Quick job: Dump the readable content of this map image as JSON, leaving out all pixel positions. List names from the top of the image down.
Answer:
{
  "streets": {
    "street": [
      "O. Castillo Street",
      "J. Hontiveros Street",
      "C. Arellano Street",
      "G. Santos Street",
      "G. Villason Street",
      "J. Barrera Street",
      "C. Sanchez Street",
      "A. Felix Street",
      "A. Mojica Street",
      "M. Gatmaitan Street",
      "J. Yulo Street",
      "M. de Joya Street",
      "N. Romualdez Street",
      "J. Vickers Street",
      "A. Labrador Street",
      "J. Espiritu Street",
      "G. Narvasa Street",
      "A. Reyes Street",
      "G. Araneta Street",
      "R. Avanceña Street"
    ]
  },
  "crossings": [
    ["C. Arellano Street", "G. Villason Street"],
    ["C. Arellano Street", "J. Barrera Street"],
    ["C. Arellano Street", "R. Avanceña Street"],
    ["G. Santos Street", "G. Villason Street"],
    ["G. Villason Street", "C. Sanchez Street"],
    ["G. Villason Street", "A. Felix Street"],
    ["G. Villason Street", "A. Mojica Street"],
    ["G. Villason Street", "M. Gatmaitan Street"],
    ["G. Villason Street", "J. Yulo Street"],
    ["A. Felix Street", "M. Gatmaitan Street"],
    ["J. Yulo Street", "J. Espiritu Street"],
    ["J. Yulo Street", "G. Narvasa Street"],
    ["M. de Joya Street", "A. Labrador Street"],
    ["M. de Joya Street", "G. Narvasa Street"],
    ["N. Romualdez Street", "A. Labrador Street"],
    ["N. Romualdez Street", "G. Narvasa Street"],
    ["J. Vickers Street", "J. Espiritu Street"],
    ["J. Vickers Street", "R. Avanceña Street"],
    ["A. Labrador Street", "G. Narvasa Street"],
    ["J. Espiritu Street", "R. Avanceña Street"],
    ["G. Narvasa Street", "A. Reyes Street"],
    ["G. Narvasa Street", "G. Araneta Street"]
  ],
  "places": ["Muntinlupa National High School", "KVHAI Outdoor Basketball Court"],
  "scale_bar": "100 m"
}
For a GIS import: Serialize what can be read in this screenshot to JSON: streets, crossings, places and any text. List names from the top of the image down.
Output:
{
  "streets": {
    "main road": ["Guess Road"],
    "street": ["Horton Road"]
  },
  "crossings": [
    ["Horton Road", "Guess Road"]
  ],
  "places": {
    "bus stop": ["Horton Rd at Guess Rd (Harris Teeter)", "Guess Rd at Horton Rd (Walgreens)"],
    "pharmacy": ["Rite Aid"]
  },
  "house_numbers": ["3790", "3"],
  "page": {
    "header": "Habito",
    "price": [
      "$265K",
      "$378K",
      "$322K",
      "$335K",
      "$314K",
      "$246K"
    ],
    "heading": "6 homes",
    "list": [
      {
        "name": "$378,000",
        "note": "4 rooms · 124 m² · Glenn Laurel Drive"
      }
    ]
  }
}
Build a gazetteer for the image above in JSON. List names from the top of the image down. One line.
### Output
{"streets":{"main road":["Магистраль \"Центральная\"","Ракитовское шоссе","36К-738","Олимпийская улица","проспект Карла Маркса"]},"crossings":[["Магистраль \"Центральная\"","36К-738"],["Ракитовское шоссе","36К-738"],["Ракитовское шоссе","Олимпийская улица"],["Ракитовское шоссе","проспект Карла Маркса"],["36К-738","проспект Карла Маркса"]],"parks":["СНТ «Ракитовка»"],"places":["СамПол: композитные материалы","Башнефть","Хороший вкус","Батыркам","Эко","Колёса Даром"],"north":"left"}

#####

> [Exercise goal]: Your response should contain each line of the entries above that holds the string "places".

> [Output for this exercise]:
  "places": ["Muntinlupa National High School", "KVHAI Outdoor Basketball Court"],
For a GIS import: Serialize what can be read in this screenshot to JSON: streets, crossings, places and any text. List names from the top of the image down.
  "places": {
{"streets":{"main road":["Магистраль \"Центральная\"","Ракитовское шоссе","36К-738","Олимпийская улица","проспект Карла Маркса"]},"crossings":[["Магистраль \"Центральная\"","36К-738"],["Ракитовское шоссе","36К-738"],["Ракитовское шоссе","Олимпийская улица"],["Ракитовское шоссе","проспект Карла Маркса"],["36К-738","проспект Карла Маркса"]],"parks":["СНТ «Ракитовка»"],"places":["СамПол: композитные материалы","Башнефть","Хороший вкус","Батыркам","Эко","Колёса Даром"],"north":"left"}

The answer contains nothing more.